Task brief:
The answer must be an exact reproduction of the lines from the start of the records below through the line containing "const ctx = document.querySelector('canvas').getContext('2d');", and nothing more.

Dataset entries:
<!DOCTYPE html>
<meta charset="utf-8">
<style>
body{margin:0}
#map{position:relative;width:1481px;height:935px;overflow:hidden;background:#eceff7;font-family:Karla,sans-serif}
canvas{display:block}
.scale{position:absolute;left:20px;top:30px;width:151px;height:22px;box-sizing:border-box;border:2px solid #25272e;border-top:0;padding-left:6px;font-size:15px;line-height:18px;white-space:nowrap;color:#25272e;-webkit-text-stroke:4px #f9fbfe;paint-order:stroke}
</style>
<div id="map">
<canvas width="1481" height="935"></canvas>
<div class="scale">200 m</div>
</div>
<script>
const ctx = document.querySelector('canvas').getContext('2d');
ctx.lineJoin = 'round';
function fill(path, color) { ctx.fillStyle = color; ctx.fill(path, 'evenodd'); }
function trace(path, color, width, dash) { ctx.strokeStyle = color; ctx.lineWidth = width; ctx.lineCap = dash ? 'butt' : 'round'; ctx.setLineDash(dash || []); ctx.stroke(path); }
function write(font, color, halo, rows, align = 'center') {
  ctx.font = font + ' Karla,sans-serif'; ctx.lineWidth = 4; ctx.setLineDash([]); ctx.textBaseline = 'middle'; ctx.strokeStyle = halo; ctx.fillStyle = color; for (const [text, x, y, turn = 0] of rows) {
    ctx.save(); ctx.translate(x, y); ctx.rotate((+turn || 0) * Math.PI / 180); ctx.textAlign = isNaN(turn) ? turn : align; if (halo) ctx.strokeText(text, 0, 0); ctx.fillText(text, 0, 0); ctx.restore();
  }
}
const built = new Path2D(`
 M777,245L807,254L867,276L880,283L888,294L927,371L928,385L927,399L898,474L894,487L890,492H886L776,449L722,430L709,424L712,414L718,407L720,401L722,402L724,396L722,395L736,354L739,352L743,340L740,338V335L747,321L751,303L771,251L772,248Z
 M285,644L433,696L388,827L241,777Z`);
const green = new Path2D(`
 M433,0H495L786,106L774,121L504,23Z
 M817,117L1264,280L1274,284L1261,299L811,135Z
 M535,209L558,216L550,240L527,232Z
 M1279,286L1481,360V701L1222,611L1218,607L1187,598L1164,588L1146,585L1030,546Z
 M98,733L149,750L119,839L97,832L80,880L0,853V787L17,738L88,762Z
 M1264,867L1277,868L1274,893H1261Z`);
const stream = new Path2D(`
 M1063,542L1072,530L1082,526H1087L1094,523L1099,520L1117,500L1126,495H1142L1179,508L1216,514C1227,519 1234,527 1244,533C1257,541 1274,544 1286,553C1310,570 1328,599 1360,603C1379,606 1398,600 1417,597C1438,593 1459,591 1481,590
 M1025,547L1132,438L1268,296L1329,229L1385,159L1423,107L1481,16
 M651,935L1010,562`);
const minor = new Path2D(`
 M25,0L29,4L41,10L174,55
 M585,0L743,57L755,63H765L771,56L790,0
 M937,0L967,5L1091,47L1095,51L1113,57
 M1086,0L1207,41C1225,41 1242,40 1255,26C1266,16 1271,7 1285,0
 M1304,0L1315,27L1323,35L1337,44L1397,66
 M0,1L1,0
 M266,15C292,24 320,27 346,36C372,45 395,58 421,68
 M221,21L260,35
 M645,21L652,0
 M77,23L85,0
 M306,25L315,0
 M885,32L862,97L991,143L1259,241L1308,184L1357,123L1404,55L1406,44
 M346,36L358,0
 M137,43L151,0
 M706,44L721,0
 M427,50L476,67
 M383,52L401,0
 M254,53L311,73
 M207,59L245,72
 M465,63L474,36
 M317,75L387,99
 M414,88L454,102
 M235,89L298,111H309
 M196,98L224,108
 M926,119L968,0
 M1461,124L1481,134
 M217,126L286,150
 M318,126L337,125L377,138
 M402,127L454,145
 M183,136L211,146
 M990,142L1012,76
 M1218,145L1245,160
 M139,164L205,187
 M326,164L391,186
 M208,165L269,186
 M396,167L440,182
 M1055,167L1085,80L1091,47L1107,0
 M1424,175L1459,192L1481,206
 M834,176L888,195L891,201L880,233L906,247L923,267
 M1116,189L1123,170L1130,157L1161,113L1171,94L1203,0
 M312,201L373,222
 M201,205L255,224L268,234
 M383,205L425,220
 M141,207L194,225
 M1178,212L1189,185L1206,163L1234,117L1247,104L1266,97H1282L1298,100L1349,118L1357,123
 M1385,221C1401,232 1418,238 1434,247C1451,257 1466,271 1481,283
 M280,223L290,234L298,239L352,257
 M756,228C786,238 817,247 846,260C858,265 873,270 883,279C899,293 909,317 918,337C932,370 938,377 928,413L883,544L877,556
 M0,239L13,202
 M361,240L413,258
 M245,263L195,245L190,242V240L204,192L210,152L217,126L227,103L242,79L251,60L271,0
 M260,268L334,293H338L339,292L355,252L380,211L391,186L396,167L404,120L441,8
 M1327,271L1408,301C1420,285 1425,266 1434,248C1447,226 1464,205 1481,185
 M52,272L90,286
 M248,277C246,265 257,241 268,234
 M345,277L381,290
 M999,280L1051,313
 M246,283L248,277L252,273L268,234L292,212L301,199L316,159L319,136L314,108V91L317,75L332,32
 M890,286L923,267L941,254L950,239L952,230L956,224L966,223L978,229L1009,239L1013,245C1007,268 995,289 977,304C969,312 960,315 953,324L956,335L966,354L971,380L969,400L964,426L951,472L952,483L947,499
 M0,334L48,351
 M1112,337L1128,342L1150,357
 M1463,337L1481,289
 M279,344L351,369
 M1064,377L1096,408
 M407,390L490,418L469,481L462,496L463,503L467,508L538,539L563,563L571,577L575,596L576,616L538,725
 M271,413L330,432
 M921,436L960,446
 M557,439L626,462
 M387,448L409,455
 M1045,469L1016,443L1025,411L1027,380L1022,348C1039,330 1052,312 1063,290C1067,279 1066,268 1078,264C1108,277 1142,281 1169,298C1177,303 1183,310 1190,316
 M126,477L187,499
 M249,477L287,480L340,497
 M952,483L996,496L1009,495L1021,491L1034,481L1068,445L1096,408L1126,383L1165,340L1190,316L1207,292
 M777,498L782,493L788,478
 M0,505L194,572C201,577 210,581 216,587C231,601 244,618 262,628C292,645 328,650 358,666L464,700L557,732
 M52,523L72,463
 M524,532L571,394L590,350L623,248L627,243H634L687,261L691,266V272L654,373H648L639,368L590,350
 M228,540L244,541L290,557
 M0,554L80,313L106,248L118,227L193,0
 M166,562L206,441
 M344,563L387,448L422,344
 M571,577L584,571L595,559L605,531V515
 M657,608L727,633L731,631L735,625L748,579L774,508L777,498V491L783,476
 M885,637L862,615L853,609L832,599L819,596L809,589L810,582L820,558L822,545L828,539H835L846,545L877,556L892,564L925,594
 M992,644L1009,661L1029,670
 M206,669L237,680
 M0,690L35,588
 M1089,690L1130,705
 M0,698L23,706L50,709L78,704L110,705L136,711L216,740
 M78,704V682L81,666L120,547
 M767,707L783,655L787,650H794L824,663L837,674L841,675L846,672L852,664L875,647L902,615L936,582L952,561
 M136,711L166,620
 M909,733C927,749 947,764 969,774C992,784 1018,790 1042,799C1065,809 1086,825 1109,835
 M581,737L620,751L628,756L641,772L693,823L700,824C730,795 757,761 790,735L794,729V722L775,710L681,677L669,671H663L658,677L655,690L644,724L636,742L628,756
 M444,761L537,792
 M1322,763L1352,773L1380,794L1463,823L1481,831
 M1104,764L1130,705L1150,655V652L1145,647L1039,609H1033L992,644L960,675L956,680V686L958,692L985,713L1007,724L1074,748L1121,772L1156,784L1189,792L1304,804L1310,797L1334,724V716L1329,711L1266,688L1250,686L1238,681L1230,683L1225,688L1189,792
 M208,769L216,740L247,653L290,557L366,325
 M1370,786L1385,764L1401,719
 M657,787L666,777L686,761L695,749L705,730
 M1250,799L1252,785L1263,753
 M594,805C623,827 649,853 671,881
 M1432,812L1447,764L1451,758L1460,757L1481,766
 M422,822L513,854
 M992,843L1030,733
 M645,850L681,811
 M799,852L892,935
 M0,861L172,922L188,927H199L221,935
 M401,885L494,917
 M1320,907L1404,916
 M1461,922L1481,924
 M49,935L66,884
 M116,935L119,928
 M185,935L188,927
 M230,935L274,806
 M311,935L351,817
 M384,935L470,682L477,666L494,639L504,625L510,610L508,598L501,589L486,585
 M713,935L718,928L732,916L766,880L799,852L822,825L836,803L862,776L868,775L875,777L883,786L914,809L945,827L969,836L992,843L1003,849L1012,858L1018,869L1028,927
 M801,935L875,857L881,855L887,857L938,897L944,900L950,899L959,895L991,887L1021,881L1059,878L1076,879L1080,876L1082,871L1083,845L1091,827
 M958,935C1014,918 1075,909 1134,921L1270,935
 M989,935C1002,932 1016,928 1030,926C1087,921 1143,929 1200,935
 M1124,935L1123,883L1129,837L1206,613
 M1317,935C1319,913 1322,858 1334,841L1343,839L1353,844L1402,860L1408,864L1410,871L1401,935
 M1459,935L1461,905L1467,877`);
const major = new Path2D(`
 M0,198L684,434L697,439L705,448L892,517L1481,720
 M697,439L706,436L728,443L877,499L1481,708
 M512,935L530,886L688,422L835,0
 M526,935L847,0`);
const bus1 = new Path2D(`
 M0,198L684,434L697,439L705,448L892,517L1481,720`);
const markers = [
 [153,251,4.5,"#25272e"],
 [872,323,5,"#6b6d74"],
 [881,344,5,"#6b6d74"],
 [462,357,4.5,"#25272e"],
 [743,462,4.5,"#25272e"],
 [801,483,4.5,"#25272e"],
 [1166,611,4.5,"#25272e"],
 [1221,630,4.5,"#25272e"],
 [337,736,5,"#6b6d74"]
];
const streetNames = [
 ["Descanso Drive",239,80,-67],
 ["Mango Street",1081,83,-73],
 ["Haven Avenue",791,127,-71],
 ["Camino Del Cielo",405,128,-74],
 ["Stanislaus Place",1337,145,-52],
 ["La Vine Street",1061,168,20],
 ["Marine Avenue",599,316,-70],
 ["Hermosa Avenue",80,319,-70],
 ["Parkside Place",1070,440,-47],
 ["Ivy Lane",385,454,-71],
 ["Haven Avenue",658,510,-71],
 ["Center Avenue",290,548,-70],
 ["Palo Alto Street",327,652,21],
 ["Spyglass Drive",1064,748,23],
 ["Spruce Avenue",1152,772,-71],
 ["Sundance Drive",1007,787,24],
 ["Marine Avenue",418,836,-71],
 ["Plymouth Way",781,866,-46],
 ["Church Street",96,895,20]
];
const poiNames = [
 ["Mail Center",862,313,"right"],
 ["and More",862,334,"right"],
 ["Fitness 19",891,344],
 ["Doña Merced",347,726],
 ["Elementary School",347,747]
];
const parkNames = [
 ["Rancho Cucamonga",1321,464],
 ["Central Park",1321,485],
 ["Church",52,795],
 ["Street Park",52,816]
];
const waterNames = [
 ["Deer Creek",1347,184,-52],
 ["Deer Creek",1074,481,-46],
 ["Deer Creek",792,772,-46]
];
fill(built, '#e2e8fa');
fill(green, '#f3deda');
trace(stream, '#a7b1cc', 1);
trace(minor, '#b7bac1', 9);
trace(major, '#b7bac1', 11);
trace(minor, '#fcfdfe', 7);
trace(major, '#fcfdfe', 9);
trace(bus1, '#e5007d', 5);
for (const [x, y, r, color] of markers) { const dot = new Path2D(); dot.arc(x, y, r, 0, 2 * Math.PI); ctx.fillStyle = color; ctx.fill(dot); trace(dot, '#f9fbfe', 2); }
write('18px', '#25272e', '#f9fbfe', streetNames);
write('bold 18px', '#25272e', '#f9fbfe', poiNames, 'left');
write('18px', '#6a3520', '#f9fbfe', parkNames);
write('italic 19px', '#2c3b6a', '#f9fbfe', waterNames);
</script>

Response below:
<!DOCTYPE html>
<meta charset="utf-8">
<style>
body{margin:0}
#map{position:relative;width:1481px;height:935px;overflow:hidden;background:#eceff7;font-family:Karla,sans-serif}
canvas{display:block}
.scale{position:absolute;left:20px;top:30px;width:151px;height:22px;box-sizing:border-box;border:2px solid #25272e;border-top:0;padding-left:6px;font-size:15px;line-height:18px;white-space:nowrap;color:#25272e;-webkit-text-stroke:4px #f9fbfe;paint-order:stroke}
</style>
<div id="map">
<canvas width="1481" height="935"></canvas>
<div class="scale">200 m</div>
</div>
<script>
const ctx = document.querySelector('canvas').getContext('2d');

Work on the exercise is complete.